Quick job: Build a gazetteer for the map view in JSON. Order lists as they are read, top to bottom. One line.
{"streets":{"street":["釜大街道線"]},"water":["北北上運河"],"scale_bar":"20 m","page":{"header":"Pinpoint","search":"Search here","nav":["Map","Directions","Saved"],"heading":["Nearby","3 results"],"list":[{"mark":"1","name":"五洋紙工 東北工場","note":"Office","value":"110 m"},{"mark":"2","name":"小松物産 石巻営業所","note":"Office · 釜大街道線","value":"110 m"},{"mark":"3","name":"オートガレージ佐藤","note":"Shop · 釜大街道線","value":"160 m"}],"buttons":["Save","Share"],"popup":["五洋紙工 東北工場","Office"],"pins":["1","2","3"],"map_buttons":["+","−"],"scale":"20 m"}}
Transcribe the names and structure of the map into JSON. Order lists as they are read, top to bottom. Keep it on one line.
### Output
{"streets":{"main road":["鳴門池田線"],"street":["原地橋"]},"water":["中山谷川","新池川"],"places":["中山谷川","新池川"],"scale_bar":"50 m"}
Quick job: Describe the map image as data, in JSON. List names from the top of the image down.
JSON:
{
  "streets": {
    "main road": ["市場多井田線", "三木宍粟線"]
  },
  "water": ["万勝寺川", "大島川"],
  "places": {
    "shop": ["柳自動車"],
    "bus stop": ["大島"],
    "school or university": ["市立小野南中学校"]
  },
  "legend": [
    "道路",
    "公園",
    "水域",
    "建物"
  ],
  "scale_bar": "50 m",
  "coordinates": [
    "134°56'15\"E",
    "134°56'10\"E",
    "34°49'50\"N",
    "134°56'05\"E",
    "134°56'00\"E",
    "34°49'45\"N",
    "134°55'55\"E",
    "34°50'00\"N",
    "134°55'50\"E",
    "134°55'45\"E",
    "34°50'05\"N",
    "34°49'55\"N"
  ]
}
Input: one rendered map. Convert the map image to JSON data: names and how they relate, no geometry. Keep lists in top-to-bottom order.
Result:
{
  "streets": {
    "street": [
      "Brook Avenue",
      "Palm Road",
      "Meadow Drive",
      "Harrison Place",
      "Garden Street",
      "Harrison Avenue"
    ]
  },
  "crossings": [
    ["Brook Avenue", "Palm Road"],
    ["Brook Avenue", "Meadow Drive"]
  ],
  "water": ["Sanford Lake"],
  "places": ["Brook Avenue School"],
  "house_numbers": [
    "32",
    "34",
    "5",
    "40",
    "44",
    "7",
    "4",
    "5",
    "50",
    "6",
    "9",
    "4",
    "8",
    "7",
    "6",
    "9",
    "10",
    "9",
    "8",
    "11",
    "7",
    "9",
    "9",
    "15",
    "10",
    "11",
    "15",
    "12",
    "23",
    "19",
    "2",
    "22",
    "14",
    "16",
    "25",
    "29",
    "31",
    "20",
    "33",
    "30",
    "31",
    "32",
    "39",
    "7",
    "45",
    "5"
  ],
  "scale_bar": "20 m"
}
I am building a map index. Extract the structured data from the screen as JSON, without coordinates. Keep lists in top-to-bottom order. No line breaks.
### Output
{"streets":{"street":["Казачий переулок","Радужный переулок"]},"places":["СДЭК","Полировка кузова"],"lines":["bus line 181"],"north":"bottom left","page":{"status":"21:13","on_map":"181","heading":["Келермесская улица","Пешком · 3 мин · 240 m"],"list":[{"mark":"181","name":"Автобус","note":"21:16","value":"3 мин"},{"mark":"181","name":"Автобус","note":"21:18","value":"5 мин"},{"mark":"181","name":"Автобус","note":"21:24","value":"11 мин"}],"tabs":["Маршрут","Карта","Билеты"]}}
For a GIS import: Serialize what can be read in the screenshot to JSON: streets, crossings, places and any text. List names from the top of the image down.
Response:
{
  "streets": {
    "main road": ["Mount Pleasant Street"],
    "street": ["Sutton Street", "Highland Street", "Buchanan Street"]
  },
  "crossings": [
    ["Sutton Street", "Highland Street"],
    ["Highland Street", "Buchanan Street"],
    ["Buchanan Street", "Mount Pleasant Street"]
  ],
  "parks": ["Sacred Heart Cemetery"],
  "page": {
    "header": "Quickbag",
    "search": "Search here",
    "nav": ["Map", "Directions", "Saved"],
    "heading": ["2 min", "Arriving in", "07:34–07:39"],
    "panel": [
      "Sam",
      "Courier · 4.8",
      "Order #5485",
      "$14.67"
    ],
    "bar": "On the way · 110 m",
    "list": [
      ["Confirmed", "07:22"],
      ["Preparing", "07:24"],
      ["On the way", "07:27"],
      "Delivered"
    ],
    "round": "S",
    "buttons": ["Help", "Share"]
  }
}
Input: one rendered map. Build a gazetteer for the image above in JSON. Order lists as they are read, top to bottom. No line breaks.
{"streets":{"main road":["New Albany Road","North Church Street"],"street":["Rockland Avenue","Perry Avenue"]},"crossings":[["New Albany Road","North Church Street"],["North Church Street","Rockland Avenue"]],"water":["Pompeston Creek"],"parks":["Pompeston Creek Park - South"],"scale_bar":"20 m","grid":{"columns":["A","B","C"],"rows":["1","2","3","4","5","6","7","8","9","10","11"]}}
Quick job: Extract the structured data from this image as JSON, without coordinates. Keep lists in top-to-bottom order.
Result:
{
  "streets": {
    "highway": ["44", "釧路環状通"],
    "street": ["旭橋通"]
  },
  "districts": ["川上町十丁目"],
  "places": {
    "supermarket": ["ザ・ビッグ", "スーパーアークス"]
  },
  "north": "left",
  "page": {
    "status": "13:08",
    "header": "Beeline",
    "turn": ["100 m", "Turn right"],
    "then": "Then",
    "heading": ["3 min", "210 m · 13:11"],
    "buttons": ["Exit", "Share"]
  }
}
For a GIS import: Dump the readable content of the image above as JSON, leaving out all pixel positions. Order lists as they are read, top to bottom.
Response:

========================================================================

◆ ASSIGNED TASK
From the records above, return each line that has the string "data".

◆ ANSWER SPACE
Quick job: Describe the map image as data, in JSON. List names from the top of the image down.
Input: one rendered map. Convert the map image to JSON data: names and how they relate, no geometry. Keep lists in top-to-bottom order.
I am building a map index. Extract the structured data from the screen as JSON, without coordinates. Keep lists in top-to-bottom order. No line breaks.
Quick job: Extract the structured data from this image as JSON, without coordinates. Keep lists in top-to-bottom order.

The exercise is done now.